### PROMPT
When you find the word "Dialysis" in a line of the entries, please copy the whole line.

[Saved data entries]
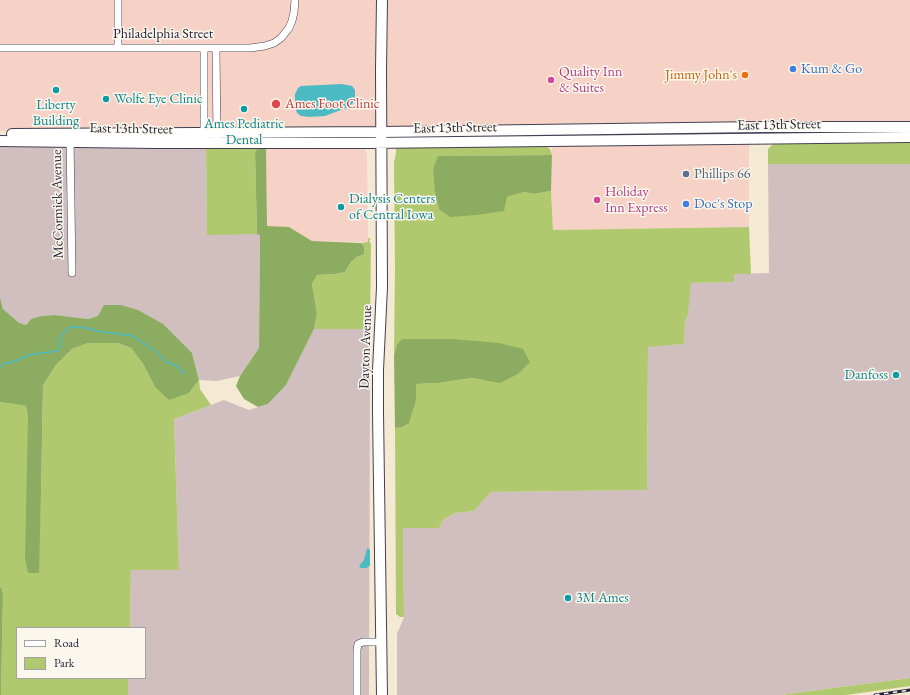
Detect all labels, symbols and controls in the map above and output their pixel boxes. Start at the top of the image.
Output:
street label: Philadelphia Street [113,26,213,42]
place label: Kum & Go [801,61,862,77]
place label: Quality Inn & Suites [559,64,622,96]
marker: Kum & Go [788,64,798,74]
place label: Jimmy John's [665,67,737,83]
marker: Jimmy John's [740,70,750,80]
marker: Quality Inn & Suites [546,75,556,85]
marker: Liberty Building [51,85,61,95]
place label: Wolfe Eye Clinic [114,91,203,107]
marker: Wolfe Eye Clinic [101,94,111,104]
place label: Ames Foot Clinic [285,96,379,112]
place label: Liberty Building [33,97,79,130]
marker: Ames Foot Clinic [270,98,282,110]
marker: Ames Pediatric Dental [239,104,249,114]
place label: Ames Pediatric Dental [204,116,284,148]
street label: East 13th Street [737,116,821,134]
street label: East 13th Street [413,119,497,137]
street label: East 13th Street [89,120,173,138]
street label: McCormick Avenue [49,149,67,259]
place label: Phillips 66 [694,166,751,182]
marker: Phillips 66 [681,169,691,179]
place label: Holiday Inn Express [605,184,668,216]
place label: Dialysis Centers of Central Iowa [349,191,435,224]
marker: Holiday Inn Express [592,195,602,205]
place label: Doc's Stop [694,196,752,212]
marker: Doc's Stop [681,199,691,209]
marker: Dialysis Centers of Central Iowa [336,202,346,212]
street label: Dayton Avenue [356,305,376,389]
place label: Danfoss [844,367,888,383]
marker: Danfoss [891,370,901,380]
place label: 3M Ames [576,590,629,606]
marker: 3M Ames [563,593,573,603]
legend [16,627,146,679]
text: Road [54,635,79,651]
text: Park [54,655,74,671]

### REPLY TO THE TASK
place label: Dialysis Centers of Central Iowa [349,191,435,224]
marker: Dialysis Centers of Central Iowa [336,202,346,212]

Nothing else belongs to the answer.